Sumpf-Labkraut

Sumpf-Labkraut gehört zu der Familie der Schichtgewächse; Auf Lateinisch lautet der Name dieser Pflanze wie folgt: Galium palustre L.
Der lateinische Name der Familie der Sumpf-Labkrautgewächse lautet: Menyanthaceae Dumort.
Beschreibung des Sumpflabkrauts
Sumpf-Labkraut ist eine ausdauernde aufsteigende oder liegende krautige Pflanze, deren Wuchshöhe zwischen zehn und siebzig Zentimetern schwankt. Die Stängel einer solchen Pflanze sind verzweigt, sie können entweder leicht rau oder kahl sein. Vier Blätter des Sumpf-Labkrauts stehen in weit auseinander liegenden Wirteln; Solche Blätter sind länglich, ihre Länge beträgt etwa acht bis fünfzehn Millimeter und ihre Breite beträgt zwei bis sechs Millimeter. Die Hochblätter dieser Pflanze sind paarig, sie sind viel kleiner als die Stängelblätter, ihre Länge beträgt zwei bis acht Millimeter und ihre Breite beträgt etwa einen halben bis einen Millimeter.

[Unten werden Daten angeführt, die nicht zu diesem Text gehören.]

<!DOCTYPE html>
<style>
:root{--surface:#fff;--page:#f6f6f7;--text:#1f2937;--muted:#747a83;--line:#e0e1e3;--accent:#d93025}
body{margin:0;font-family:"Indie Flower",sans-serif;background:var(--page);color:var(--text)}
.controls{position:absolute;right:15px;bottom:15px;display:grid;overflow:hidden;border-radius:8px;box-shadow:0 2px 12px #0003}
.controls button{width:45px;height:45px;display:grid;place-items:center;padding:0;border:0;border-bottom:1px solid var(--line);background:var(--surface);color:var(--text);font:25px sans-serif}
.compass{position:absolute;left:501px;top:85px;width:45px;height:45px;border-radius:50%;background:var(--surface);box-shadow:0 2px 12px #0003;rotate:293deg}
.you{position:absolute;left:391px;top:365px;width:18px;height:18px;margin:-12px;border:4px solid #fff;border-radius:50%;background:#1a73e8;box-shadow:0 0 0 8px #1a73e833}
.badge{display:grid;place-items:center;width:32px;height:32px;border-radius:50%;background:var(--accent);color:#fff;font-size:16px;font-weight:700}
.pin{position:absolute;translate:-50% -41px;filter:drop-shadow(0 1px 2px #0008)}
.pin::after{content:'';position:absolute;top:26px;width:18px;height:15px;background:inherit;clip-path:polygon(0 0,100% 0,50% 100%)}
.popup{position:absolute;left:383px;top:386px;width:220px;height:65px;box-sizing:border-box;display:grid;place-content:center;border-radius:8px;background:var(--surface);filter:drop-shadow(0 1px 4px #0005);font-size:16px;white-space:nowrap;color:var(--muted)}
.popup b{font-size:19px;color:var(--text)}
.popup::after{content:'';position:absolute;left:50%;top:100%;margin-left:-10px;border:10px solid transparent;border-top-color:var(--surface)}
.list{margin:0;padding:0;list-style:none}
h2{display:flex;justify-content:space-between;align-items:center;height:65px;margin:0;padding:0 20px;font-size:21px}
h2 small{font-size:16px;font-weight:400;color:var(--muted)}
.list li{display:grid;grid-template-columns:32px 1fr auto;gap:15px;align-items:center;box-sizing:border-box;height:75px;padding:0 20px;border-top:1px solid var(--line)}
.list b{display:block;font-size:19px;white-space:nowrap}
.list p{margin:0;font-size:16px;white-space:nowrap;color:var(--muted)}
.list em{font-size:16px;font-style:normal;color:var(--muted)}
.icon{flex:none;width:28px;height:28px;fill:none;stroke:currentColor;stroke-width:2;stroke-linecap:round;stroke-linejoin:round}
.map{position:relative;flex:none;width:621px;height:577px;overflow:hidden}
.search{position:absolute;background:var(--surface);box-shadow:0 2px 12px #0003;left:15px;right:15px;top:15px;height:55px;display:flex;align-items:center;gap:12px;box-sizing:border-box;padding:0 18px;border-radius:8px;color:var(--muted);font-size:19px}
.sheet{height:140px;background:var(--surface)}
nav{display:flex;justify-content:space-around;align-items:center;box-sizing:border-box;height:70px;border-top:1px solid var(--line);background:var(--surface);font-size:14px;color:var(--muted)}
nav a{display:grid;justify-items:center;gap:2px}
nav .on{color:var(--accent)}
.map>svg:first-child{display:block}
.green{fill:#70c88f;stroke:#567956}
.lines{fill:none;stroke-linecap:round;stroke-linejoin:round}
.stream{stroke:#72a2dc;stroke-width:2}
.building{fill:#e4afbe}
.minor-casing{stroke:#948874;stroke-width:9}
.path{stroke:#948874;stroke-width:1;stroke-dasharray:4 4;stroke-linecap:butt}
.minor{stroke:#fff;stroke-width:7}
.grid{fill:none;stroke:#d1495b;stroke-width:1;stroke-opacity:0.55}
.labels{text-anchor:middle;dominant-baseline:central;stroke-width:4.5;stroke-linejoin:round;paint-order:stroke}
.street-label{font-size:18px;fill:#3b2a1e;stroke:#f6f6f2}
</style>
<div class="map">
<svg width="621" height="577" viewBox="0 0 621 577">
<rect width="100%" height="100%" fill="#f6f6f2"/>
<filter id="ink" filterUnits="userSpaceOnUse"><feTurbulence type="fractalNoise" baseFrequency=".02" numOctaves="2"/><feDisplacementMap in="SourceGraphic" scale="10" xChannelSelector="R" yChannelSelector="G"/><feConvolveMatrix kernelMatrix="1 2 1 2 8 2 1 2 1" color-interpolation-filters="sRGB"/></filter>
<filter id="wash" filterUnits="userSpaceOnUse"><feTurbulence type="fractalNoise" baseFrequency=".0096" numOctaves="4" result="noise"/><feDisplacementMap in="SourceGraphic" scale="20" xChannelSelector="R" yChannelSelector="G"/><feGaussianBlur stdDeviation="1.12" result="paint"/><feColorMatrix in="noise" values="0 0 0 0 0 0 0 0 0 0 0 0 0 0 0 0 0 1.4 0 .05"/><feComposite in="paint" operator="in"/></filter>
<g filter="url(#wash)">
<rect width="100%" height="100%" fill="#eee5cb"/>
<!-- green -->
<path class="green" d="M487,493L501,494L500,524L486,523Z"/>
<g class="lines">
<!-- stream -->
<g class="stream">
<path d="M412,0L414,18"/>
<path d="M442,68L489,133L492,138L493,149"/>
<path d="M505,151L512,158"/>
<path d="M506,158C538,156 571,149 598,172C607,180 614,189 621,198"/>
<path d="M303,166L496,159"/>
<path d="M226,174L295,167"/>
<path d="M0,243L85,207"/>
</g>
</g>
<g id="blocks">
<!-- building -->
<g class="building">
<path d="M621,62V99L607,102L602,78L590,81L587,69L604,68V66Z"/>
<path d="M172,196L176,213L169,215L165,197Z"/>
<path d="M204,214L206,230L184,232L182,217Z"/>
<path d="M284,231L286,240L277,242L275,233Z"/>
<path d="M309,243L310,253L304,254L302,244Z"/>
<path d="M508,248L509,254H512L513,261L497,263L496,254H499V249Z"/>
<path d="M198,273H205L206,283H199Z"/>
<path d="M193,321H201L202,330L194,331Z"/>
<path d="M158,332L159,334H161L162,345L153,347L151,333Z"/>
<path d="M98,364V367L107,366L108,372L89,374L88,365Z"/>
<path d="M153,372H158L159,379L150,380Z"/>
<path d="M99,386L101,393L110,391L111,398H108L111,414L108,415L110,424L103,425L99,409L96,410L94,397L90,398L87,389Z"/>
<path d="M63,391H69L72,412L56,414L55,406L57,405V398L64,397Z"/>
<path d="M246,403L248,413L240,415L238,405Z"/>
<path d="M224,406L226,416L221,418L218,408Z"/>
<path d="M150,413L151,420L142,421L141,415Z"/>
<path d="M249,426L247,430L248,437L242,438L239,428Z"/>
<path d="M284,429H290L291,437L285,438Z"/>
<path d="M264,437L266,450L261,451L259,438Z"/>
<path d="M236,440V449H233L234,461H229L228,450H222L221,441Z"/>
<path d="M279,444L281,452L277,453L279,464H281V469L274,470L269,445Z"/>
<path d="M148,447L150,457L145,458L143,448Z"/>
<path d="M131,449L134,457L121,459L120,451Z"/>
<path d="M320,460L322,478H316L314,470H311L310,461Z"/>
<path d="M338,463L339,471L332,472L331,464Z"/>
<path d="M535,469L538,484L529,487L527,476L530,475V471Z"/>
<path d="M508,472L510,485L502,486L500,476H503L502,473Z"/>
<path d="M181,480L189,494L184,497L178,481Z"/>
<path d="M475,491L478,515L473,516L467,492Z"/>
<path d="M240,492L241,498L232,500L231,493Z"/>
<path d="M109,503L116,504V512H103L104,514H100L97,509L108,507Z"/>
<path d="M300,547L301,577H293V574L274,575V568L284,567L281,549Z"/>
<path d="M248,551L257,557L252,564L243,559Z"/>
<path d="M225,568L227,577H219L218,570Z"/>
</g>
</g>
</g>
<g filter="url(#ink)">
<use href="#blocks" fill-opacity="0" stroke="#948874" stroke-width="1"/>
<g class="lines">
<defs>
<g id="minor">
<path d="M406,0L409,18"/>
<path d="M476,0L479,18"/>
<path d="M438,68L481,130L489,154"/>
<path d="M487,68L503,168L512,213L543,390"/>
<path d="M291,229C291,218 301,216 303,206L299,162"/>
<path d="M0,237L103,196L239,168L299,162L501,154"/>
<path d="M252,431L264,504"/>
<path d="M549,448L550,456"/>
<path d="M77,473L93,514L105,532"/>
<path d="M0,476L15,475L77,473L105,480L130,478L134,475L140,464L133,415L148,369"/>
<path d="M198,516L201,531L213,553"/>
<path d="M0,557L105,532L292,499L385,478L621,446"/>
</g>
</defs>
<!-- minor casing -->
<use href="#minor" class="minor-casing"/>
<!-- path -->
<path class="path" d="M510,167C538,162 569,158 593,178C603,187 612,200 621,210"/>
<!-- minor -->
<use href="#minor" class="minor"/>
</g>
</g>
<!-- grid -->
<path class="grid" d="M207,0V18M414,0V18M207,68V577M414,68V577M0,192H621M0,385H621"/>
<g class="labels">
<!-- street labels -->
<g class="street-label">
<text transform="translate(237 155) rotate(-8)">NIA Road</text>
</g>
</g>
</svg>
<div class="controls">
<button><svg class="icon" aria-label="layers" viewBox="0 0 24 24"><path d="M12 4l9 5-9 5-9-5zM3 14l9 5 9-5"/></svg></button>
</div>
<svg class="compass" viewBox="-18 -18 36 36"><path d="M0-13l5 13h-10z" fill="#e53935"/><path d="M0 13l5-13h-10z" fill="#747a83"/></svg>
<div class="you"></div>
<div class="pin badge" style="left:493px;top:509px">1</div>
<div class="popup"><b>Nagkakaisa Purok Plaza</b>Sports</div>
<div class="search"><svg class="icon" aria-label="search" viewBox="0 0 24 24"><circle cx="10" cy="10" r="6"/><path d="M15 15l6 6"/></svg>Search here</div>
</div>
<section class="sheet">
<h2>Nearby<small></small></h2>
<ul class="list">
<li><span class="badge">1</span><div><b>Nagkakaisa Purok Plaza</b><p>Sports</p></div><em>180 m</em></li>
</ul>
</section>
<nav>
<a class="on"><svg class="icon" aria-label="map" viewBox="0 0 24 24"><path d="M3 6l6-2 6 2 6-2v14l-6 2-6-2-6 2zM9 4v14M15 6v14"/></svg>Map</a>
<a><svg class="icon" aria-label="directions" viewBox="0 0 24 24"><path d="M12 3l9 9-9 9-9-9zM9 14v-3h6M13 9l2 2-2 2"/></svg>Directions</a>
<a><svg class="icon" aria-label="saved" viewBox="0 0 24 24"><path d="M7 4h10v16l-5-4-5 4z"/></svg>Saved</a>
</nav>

Die Halbschirme des Sumpf-Labkrauts tragen eher wenige Blüten; Sie bilden einen ausladenden, lockeren und rispigen Blütenstand. Die Stiele dieser Pflanze sind lang, rau und doppelt oder dreifach verzweigt. Die Blütenkrone dieser Pflanze ist weiß bemalt, ihr Durchmesser beträgt etwa drei bis vier Millimeter, eine solche Blütenkrone wird in eiförmige Lappen geschnitten. Die Früchte des Sumpf-Labkrauts sind gefüllt, ihre Länge beträgt zwei Millimeter und ihre Breite beträgt drei Millimeter.
Das Sumpf-Labkraut blüht von Juni bis August. Unter natürlichen Bedingungen kommt diese Pflanze in West- und Ostsibirien, der Ukraine, Weißrussland, dem europäischen Teil Russlands, Zentralasien, der sibirischen Arktis und der europäischen Arktis vor. Sumpf-Labkraut bevorzugt für sein Wachstum Waldränder, sumpfige Wälder und Sträucher, Sümpfe, sumpfige Wiesen, feuchte Sand- und Kiesbänke von Seen, Flüssen und Gräben.
Beschreibung der medizinischen Eigenschaften von Sumpflabkraut
Sumpflabkraut ist mit sehr wertvollen Heilkräften ausgestattet und es wird empfohlen, das Gras dieser Pflanze für medizinische Zwecke zu verwenden. Der Begriff Gras umfasst Blätter, Stängel und Blüten.
Die wertvollen medizinischen Eigenschaften der Pflanze werden auf ihren Gehalt an Purpurin, Purpurin-3-carbonsäure, Anthrachinonen, Primverosid-Lucidin, Rubiadin und Lucidin zurückgeführt. Auch Flavonoide, höhere aliphatische Kohlenwasserstoffe und Iridoidverbindungen sind in der Pflanze enthalten.
Ein Aufguss aus dem Kraut des Gemeinen Labkrauts wird bei Epilepsie empfohlen und äußerlich bei eitrigen Wunden angewendet. Zerstoßene Pflanze und ihr Saft eignen sich zur äußerlichen Anwendung bei Tumoren, während ein Absud aus dem Kraut des Gemeinen Labkrauts bei Sauerstoffmangel angezeigt ist. Die Blüten dieser Pflanze werden ebenfalls äußerlich bei verschiedenen Hämatomen eingesetzt.
Bemerkenswerterweise zeigte ein 10%iger Extrakt dieser Pflanze experimentell hochwirksame blutstillende Eigenschaften. Zur Behandlung von Epilepsie wird folgendes wirksames Mittel auf Basis dieser Pflanze empfohlen: Ein Esslöffel zerstoßenes Labkrautkraut wird mit einer Tasse kochendem Wasser übergossen. Die so entstandene Heilmischung sollte eine Stunde lang ziehen und anschließend sorgfältig abgeseiht werden. Nehmen Sie drei- bis viermal täglich ein bis zwei Esslöffel ein. Bei korrekter Anwendung ist dieses Mittel sehr wirksam.